**ACTION ITEM**
Could you please output all of the data exactly, without the images?

**INFORMATION SUPPLIED**
↓

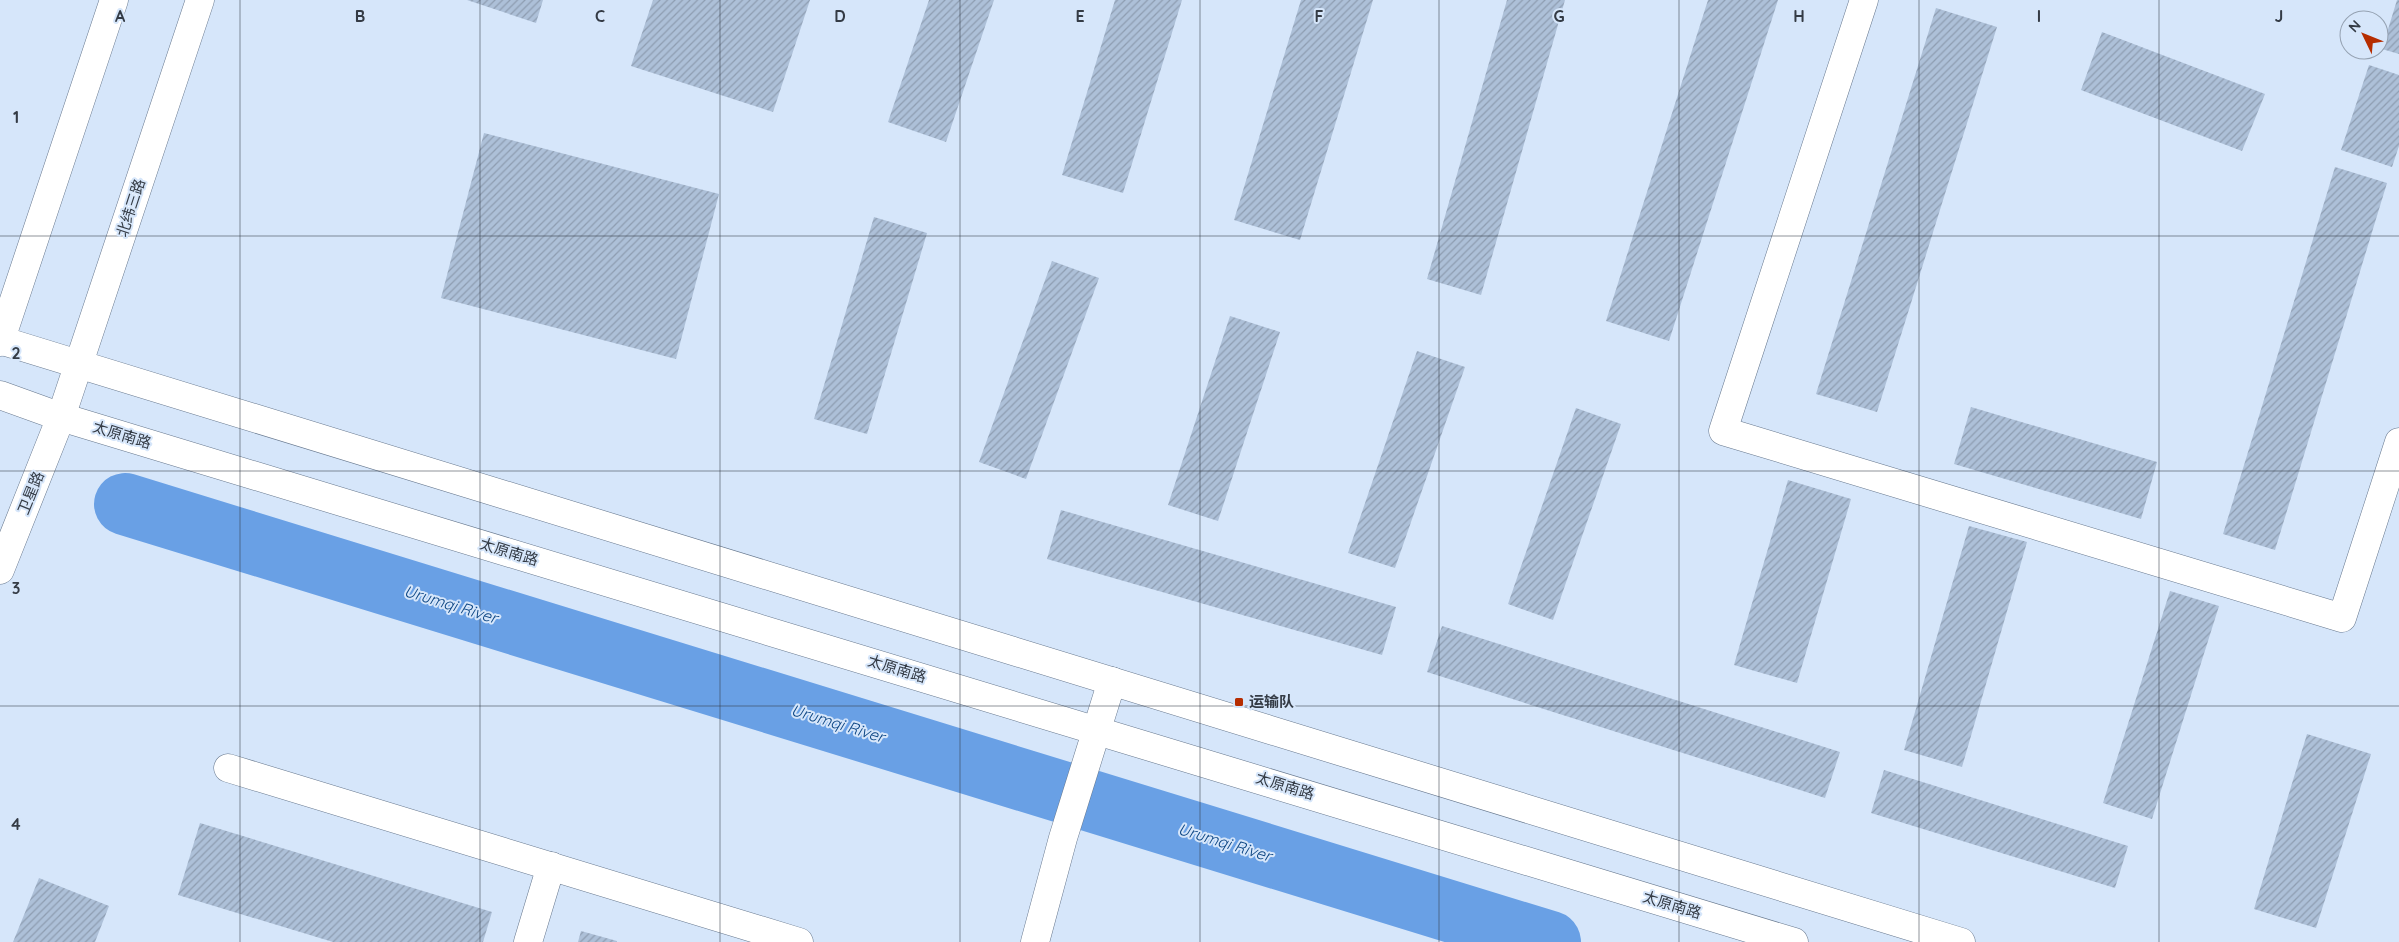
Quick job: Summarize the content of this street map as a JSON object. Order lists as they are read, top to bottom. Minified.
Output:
{"streets":{"main road":["北纬三路","太原南路","卫星路"]},"crossings":[["北纬三路","太原南路"],["北纬三路","卫星路"],["太原南路","卫星路"]],"water":["Urumqi River"],"places":{"transit":["运输队"]},"north":"top left","grid":{"columns":["A","B","C","D","E","F","G","H","I","J"],"rows":["1","2","3","4"]}}
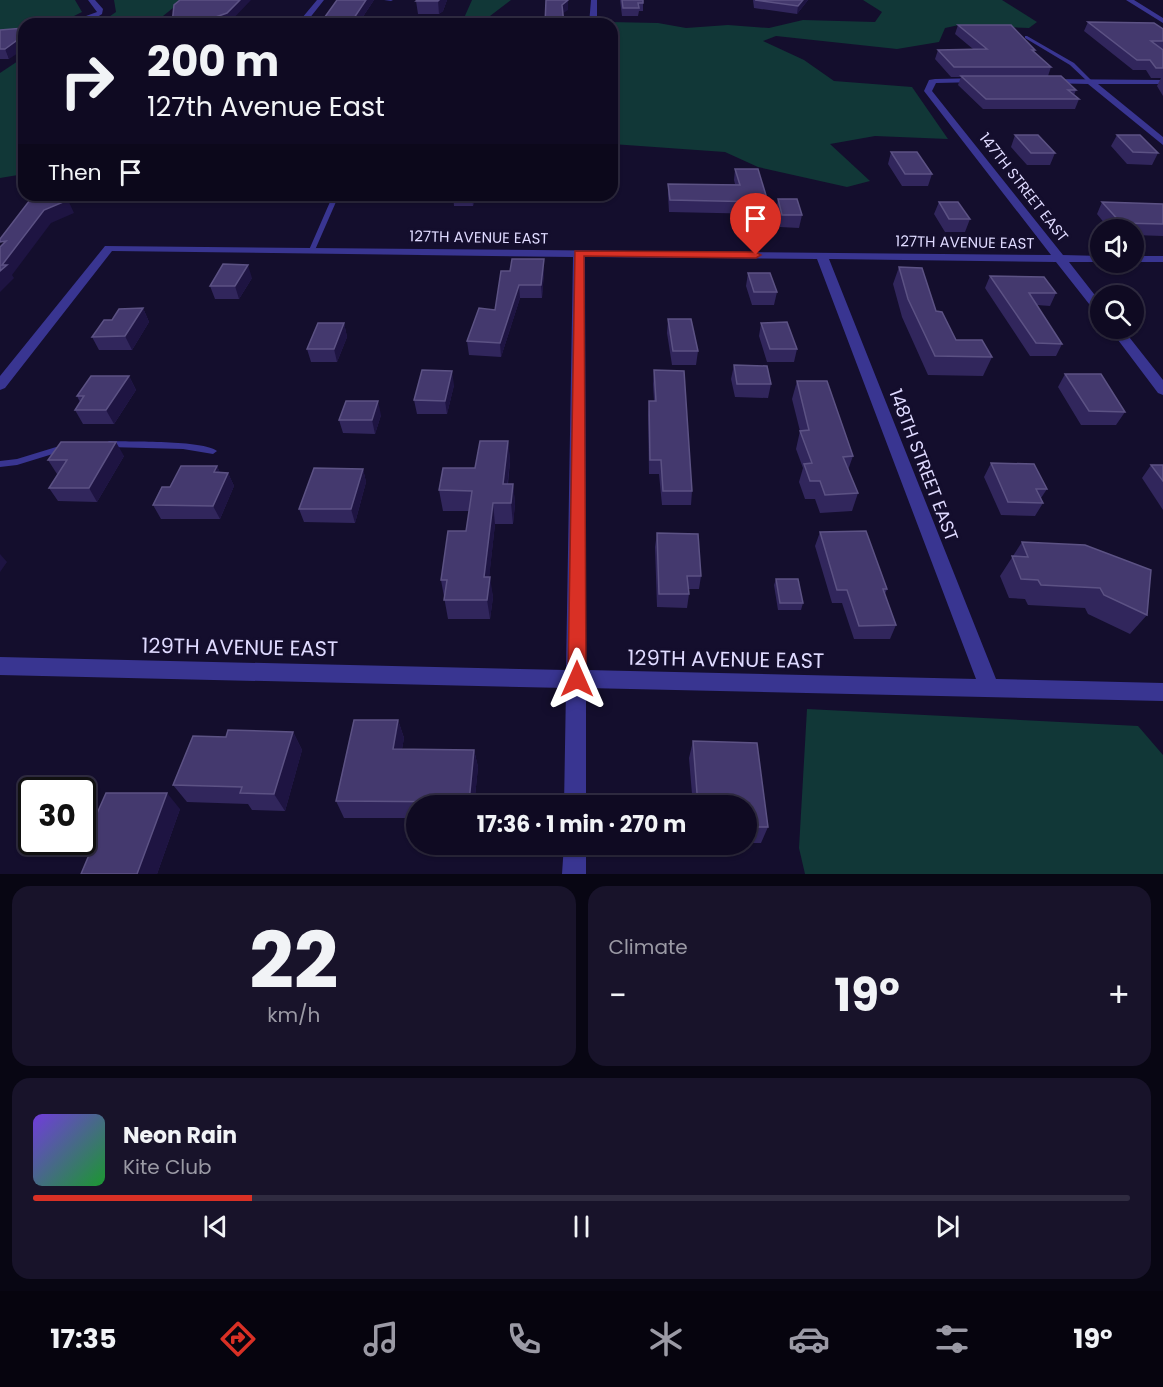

↑

**WRITTEN RESPONSE**
Quick job: Summarize the content of this street map as a JSON object. Order lists as they are read, top to bottom. Minified.
Output:
{"streets":{"main road":["北纬三路","太原南路","卫星路"]},"crossings":[["北纬三路","太原南路"],["北纬三路","卫星路"],["太原南路","卫星路"]],"water":["Urumqi River"],"places":{"transit":["运输队"]},"north":"top left","grid":{"columns":["A","B","C","D","E","F","G","H","I","J"],"rows":["1","2","3","4"]}}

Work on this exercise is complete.